Anything made with yellowtail (hamachi) is generally a good bet. Ten thick pieces of yellowtail carpaccio ($13.95) came pinwheeled 'round the plate, heaped with sweating shaved onion and surmounted by salmon roe that looked like little eyes. It was delicious, but tasted more Russian than Japanese. While raw fish at Sakae Sushi can be fine if selected carefully, other evocations of Japanese cuisine are a minefield. Chicken katsudon was good, though the serving was small, but the cold-noodle dish hiyashi ramen, with a symmetrical vegetable julienne, possessed a nauseatingly sweet broth.

Reach for the print menu, read the preface, and voila!
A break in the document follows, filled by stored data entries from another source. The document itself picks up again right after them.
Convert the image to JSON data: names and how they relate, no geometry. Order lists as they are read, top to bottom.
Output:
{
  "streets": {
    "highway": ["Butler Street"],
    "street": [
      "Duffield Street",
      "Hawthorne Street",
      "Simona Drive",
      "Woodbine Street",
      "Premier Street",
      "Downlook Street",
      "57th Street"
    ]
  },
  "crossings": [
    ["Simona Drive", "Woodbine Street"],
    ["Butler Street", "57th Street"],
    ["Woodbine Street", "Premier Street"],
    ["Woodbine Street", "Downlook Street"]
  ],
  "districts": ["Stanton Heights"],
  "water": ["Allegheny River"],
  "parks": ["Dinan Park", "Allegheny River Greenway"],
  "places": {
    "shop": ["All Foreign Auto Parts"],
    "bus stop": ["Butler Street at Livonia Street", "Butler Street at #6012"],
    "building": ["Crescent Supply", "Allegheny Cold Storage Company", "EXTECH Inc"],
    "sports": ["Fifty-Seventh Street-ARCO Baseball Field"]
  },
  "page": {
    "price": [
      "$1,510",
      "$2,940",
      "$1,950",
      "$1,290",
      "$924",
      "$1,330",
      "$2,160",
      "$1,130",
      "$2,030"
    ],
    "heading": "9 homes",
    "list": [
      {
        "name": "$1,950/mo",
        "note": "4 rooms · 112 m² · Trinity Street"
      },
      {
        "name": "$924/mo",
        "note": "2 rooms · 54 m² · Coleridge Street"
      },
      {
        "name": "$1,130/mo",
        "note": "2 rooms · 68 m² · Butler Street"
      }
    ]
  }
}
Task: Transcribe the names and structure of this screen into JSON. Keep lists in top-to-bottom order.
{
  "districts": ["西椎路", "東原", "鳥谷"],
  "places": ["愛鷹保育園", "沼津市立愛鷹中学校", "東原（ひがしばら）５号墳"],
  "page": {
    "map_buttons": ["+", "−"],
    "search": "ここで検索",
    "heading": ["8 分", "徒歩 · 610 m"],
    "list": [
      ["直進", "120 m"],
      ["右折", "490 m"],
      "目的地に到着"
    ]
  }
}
The mystery is solved: "It all started in Singapore, when having fine Japanese cuisine and fresh sushi meant spending top dollars. . . . "

I invited my thespian friend Carmen, who grew up in Singapore, to scan the menu. She giggled when she came upon "chicken katsu cheese yaki," which turned out to be a flattened gray cutlet smothered in cheese sauce flavored with sharp mustard. "That's like something my Chinese mom would throw together," she exclaimed. It was awful. According to her, the menu's obsession with jellyfish turned out to be another tip-off to Singaporean influence, as did the red and rubbery baby octopi.

Maybe the best reason to visit Sakae Sushi isn't for the cheap sushi or the creative use of jellyfish, but to see what Japanese cuisine becomes when filtered through the combined Chinese, English, and Malay sensibilities of the Singaporeans. With the dollar tanking and new foreign fast-food chains thronging the streets like double-parked cars, will this sort of random globalism be the future of New York dining?